Yestersol's IDD sequence had mixed results. The RAT failed to establish solid contact with the bumpy surface of this rock, so we didn't do the brush. Instead, the sequence simply proceeded to take MIs of the unbrushed surface and place the MB there.
This isn't the worst thing that could have happened. The MB is pretty good at seeing through the dust anyway, so we'll still get good science results from it even though the brushing never took place. However, the APXS can't see through the dust, so we really need to brush the darn thing thisol. We're falling farther and farther behind our drive metric all the time, and with Christmas coming this weekend, a failure to brush now could end up blowing most of a week. And that really wouldn't be good.
What happened yesterday was complex: almost exactly at the nominal contact position, the RAT's contact switches tripped briefly, but then rapidly gained and lost contact several times in less than a second. The initial firing of the contact switches stopped any further motion toward the rock face, but the sequence's subsequent check for contact failed because the switches had changed state by the time that check happened.
Clearly, we need some approach that checks whether we've made contact and autonomously tries again if it hasn't. The solution Frank and Matt Heverly and I come up with is something we've never tried before; we call it the "phased approach." First we'll try to place the RAT the same as we did yesterday, only without attempting any overdrive. (This will probably work, since we contacted 2mm early yestersol.) Then we'll have the sequence check for contact, and if it doesn't see contact, it'll push forward 5mm and check again. If still not in contact, it'll push forward 5mm and try again, then yet again, for a total of three tries (and 1.5cm total overdrive, about the most we dare command). And if we're still not in contact after all that, we'll try the whole routine again on an alternate target -- the same position, but with a slight tweak to the surface normal, so that we'll come in at a different angle.
If we're still not in contact, well ... then we give up. But at least we will have tried, and tried hard.
Though this approach sounds pretty complex, it's reasonably simple to sequence. I'm a good chunk of the way through it when Ashitey arrives to object. At first he's not comfortable brushing at all, since this switch-bouncing behavior isn't something we've seen before. He ultimately relents there, but still has problems with what we're up to.

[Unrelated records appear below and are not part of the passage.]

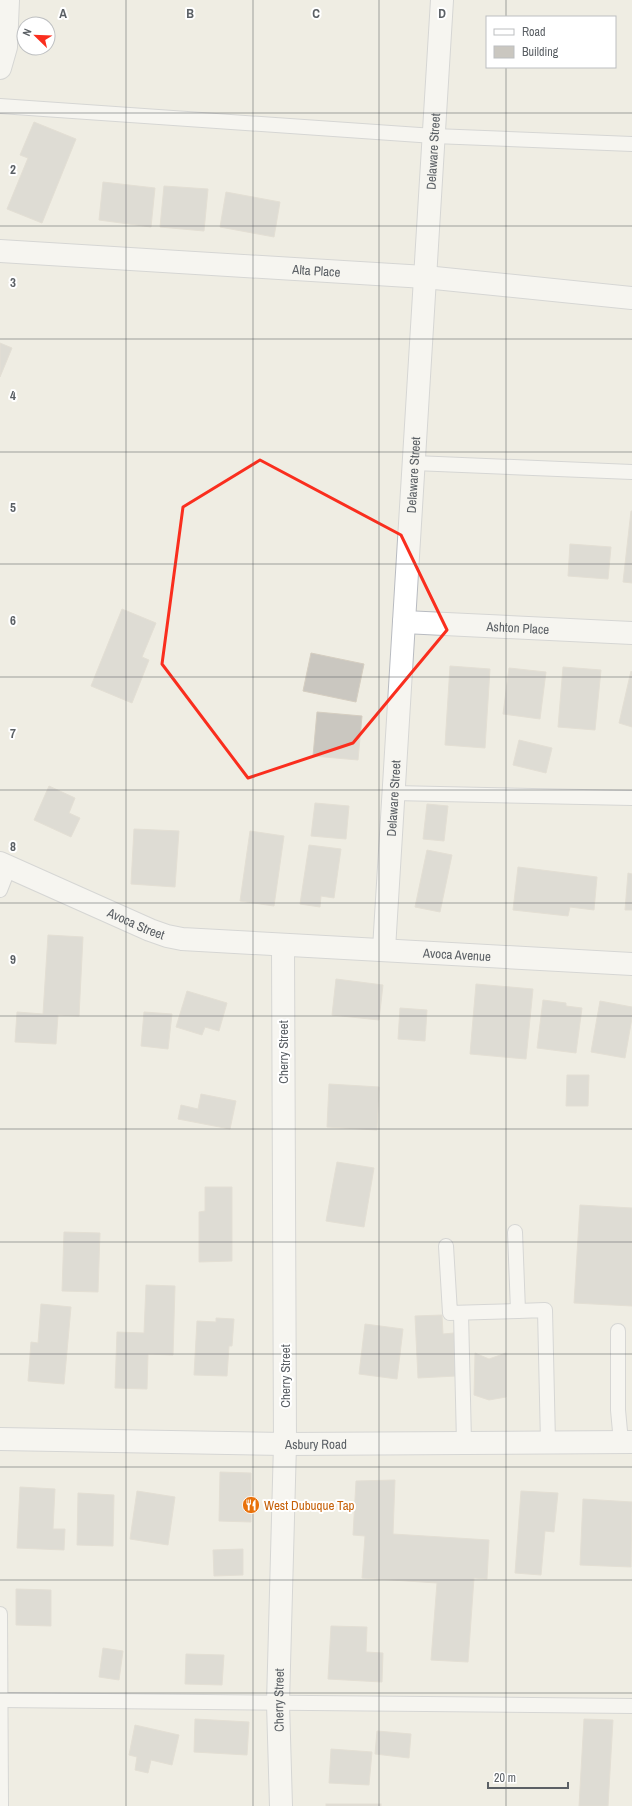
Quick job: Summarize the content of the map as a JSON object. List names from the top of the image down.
{
  "streets": {
    "street": [
      "Delaware Street",
      "Alta Place",
      "Ashton Place",
      "Avoca Street",
      "Avoca Avenue",
      "Cherry Street",
      "Asbury Road"
    ]
  },
  "crossings": [
    ["Delaware Street", "Alta Place"],
    ["Delaware Street", "Ashton Place"],
    ["Delaware Street", "Avoca Avenue"],
    ["Avoca Street", "Avoca Avenue"],
    ["Avoca Street", "Cherry Street"],
    ["Avoca Avenue", "Cherry Street"],
    ["Cherry Street", "Asbury Road"]
  ],
  "places": {
    "restaurant": ["West Dubuque Tap"]
  },
  "legend": ["Road", "Building"],
  "scale_bar": "20 m",
  "north": "top left",
  "grid": {
    "columns": [
      "A",
      "B",
      "C",
      "D"
    ],
    "rows": [
      "2",
      "3",
      "4",
      "5",
      "6",
      "7",
      "8",
      "9"
    ]
  }
}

"I think what you're doing is too complicated," he says. "You're doing things we've never done before." He doesn't say so outright, but this is clearly a sort of threat -- if we want to do what we're doing, he's going to make enough of a stink that we'll have to run it by Project management. "You should keep it simple -- just try again one time, with the tweaked surface normal."
"Besides," he continues, "you know it'll make contact if you just try again with the tweaked target."
But I don't know that. And I don't really think what we're doing is unreasonably complex, especially considering the downside: we have to stay here until we get this done, and since Home Plate is slipping farther and farther away every day, we should make every effort we can to get this to work (consistent with the safety of the vehicle, as always). And while it's true that we're doing something we've never done before, all of the parts of it are things that we have done before. "We invent techniques all the time without taking them to the Project level," I point out. "You think we should involve Jim Erickson every time we add something to a slip check?"
Ashitey backs off on the "first-time activity" line, but still pushes to make the thing simpler. We argue about it for a while, and perversely, our eventual compromise is even more complex than what we had when he came in. Now, we're first going to try the usual-style (non-phased) approach on the tweaked target. If that fails to make contact, we go to the original plan: try a phased approach on the original target, and if that fails to work, we try a phased approach on the tweaked target -- and only then, only if all that fails, we give up.
I'm not sure how that happened, but that's where we wind up.
All of this arguing pushes us pretty late -- by the time we're done, it's approaching 08:00, rover time, only an hour or so before we uplink. Someone remarks on this, but it fails to impress Mark Adler. "Ah, that's nothing," he says. "We used to CAM during the uplink window."
Well, I know they did that once. But it's not something anyone wants to repeat, you may be sure.